The school currently caters for around 1,000 students a year and has five staff who work between the firm’s London office and the North East. The company hopes the school, which carries out TSCM training for commercial and Government teams from the UK and overseas, will also help it generate £1.2m in the next three years.
Although the identity of its clients remains a secret, Saul revealed they are from the financial, legal, oil and gas, defence and aerospace sectors. Its Government clients are from Europe, Asia and the Middle East.
Despite the London operations, Saul says he is keen to make Newcastle the sole location.
He said: “Three of the firm’s directors all come from the North East and so it makes sense to have the whole operation here. The region’s transport infrastructure makes it globally accessible – especially for overseas clients.”
However with the budget for such counter-surveillance equipment continuing to rocket, many companies are turning a blind eye to the risks, warned Saul.
“They think it will never happen to them, especially those here in the North East. They are the worst offenders. They think because they are so from the capital that they are removed from the threat, but that couldn’t be more wrong. It’s like a ticking timebomb waiting to go off. We live in a digital world now that is vulnerable to all attackers, but one that users think is secure. Fixing the problem is the hardest part and requires education, technology and tougher laws. We ultimately need internet technology that secures data,” said Saul.
Having played a key role in the London Olympics carrying out counter intelligence work, Saul knows only too well the threats we face here in the UK.
He said: “I’ve carried out sweeps on buildings in the UK where directors will tell me they have the best security systems in the world. They can have everything from fingerprint recognition to electronic passes, but when those boardroom passes are being handed out to everyone from director level down to the window cleaner, you’re asking for trouble.”
Saul gave an example of a recent case on a North East business park.
He said: “A client had been awarded a six-year contract and was using the building to house its contract management and operational staff. As part of the firm’s overall security, it had regular technical and network surveillance countermeasures surveys carried out in all areas where information critical to the business was created, stored and communicated. Verrimus was contracted to carry out operations to secure the area. During this, a covert camera was discovered transmitting in the area. They pinpointed the transmission and the identity of who had installed the camera was established.”
Saul says cutting down risk is the key to success in today’s technological era.
“Get rid of the potted plants in the board room, make sure staff only use company USBs and not gifted USBs from other companies. Even something as simple as a pen could be used for eavesdropping purposes.”
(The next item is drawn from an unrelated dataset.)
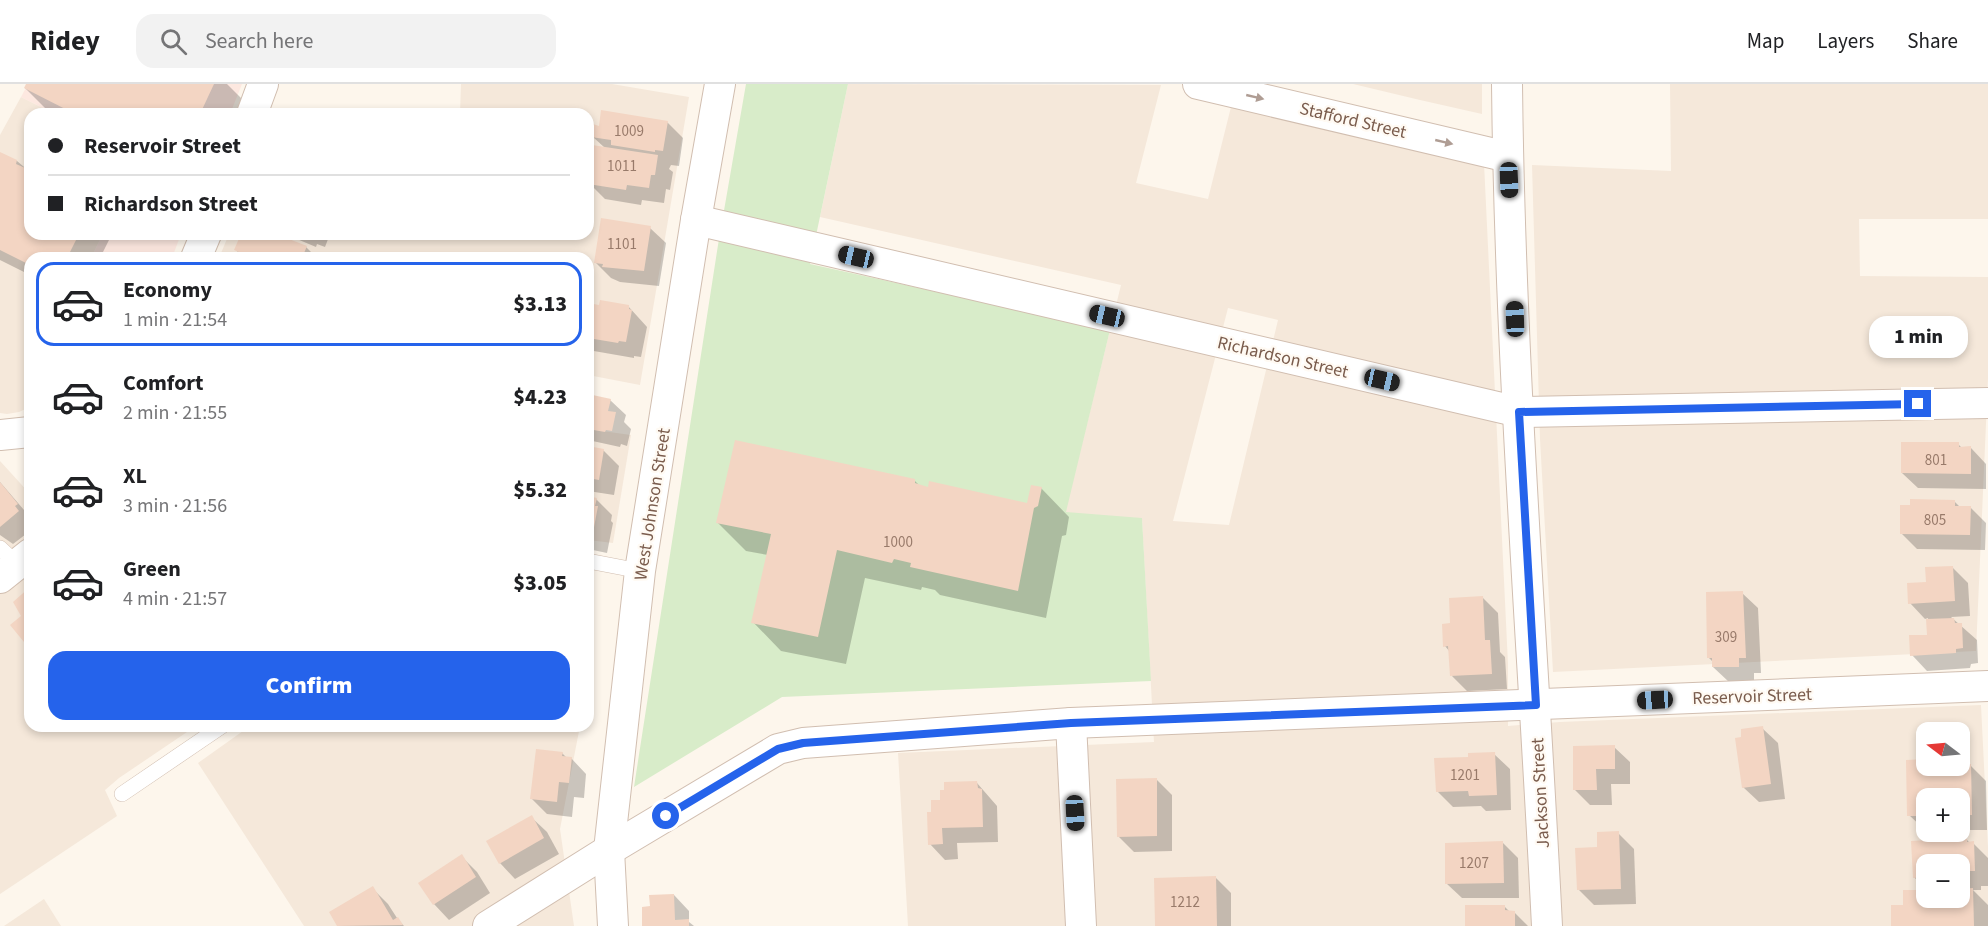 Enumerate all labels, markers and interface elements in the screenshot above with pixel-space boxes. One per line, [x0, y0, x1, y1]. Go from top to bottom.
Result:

Saul says one of the biggest threats at the moment is information being taken from mobile phones.
He said: “We use a GSM lock and locate system which is capable of detecting, identifying and pinpointing any unauthorised mobile phone or any device which uses a SIM card to eavesdrop conversations, view videos, track locations or tap data networks. Meanwhile, a light analysis suite is also used to look at invisible light waves for signs of audio or data attack.”
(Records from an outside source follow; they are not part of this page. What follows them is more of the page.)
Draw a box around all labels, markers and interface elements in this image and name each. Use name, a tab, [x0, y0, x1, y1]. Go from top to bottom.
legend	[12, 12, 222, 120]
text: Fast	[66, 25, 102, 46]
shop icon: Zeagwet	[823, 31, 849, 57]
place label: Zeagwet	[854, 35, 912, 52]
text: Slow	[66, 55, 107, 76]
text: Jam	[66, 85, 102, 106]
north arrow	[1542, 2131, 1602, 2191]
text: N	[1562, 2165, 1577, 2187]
He added: “First and foremost, the threat is very real and has no boundaries. It’s certainly not the tick in the box exercise that some firms see it as. I can name a number of websites selling low level eavesdropping devices from as little as £50 up to £100. Then there are the devices that capture a user’s data, it could be a mobile phone, internet chat or email. Everyone needs to take a good look at how they are using new technology and where.”